Using the listing below, report each line holding the string "임시수도기념로".

----

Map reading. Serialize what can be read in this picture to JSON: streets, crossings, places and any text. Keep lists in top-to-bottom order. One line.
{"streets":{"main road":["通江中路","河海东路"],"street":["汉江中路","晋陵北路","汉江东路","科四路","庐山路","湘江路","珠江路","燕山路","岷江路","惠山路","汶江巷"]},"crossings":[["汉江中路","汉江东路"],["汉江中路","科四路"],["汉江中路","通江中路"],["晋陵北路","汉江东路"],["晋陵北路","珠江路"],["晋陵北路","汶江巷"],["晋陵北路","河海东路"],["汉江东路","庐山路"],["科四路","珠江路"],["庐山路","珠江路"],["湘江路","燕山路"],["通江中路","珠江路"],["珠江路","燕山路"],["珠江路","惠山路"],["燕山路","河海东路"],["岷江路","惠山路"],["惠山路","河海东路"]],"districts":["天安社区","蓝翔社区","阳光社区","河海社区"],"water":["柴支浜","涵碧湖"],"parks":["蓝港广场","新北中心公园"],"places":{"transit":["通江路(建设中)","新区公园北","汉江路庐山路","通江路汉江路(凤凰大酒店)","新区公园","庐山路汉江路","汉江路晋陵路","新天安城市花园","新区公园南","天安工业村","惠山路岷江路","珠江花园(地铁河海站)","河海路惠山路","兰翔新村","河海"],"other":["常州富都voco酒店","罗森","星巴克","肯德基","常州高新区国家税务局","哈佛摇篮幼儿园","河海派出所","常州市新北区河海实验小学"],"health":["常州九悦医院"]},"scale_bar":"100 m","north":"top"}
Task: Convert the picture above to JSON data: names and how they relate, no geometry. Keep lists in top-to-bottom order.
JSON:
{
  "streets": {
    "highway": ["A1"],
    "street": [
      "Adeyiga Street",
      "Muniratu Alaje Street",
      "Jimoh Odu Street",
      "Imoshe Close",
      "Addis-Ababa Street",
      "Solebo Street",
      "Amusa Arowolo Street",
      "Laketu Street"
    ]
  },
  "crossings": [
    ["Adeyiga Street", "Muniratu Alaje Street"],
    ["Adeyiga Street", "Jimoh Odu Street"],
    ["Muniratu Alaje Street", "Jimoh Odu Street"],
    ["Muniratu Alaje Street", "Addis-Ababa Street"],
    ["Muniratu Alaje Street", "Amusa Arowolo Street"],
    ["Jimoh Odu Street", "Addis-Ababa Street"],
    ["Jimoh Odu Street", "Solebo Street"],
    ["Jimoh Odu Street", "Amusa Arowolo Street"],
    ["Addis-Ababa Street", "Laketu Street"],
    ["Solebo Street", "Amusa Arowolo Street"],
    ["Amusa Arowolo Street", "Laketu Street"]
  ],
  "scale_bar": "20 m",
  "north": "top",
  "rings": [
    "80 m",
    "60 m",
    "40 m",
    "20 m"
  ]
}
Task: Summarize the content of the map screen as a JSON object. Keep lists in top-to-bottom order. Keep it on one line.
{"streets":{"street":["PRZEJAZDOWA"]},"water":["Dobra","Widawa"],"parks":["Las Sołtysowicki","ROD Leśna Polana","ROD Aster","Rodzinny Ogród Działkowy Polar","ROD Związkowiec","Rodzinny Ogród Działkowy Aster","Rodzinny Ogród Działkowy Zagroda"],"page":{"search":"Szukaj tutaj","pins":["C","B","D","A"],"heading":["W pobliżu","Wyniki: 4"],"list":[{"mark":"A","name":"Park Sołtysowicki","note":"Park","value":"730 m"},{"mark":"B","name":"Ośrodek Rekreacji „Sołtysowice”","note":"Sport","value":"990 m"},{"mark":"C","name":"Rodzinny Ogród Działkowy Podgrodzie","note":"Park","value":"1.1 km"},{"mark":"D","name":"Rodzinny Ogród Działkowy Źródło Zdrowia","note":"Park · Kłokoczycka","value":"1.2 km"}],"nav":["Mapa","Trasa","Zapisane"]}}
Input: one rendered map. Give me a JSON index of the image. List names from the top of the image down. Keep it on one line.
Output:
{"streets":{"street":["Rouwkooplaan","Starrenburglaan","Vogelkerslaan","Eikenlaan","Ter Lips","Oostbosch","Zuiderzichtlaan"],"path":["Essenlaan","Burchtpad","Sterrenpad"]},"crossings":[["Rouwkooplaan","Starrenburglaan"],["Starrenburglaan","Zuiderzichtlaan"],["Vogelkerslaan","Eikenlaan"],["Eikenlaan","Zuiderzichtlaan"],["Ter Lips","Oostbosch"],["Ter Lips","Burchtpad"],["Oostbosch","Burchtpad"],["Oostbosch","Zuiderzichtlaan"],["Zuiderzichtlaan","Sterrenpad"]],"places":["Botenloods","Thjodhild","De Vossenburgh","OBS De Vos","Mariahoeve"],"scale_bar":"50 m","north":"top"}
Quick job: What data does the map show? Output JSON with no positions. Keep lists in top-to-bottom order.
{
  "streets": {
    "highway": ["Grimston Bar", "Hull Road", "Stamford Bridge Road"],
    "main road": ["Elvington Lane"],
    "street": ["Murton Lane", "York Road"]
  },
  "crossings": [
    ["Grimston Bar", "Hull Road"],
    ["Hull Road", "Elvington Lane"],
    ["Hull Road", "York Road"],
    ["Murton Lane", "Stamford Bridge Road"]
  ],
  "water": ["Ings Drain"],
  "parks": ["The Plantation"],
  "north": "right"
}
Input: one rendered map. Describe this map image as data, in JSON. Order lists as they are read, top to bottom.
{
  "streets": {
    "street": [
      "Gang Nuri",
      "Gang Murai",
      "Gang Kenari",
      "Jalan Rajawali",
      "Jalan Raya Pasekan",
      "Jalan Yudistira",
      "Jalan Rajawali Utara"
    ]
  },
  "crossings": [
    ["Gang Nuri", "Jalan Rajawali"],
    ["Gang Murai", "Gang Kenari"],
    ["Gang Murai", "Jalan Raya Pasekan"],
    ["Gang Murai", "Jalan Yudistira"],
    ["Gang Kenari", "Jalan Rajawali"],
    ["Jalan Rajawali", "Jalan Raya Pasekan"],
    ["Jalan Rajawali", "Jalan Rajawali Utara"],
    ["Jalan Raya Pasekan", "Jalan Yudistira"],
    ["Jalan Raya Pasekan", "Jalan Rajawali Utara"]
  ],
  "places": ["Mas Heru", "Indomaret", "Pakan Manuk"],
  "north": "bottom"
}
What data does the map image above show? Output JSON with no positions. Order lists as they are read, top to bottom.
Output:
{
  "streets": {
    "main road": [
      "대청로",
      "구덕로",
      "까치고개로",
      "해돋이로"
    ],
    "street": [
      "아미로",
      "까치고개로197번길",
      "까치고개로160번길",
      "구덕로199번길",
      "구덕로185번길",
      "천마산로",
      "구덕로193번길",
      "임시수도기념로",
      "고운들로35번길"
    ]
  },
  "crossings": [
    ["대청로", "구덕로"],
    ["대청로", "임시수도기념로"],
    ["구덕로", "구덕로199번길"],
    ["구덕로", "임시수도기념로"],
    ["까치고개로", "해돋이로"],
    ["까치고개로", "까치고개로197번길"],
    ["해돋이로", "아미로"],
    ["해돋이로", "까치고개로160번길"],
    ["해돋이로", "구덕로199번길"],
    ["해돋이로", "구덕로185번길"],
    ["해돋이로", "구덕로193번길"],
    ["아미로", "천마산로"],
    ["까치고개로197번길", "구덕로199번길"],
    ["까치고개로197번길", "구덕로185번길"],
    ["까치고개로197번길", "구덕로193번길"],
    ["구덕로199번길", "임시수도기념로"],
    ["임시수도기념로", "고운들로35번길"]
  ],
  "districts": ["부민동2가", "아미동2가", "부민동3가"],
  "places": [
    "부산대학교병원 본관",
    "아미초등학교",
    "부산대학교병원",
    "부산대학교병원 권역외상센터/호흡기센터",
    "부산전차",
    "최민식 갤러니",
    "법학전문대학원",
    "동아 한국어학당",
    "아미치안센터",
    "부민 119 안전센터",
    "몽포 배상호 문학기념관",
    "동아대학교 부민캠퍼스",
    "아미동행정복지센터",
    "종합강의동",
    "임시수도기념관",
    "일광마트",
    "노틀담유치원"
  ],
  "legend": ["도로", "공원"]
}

----

Response area:
      "임시수도기념로",
    ["대청로", "임시수도기념로"],
    ["구덕로", "임시수도기념로"],
    ["구덕로199번길", "임시수도기념로"],
    ["임시수도기념로", "고운들로35번길"]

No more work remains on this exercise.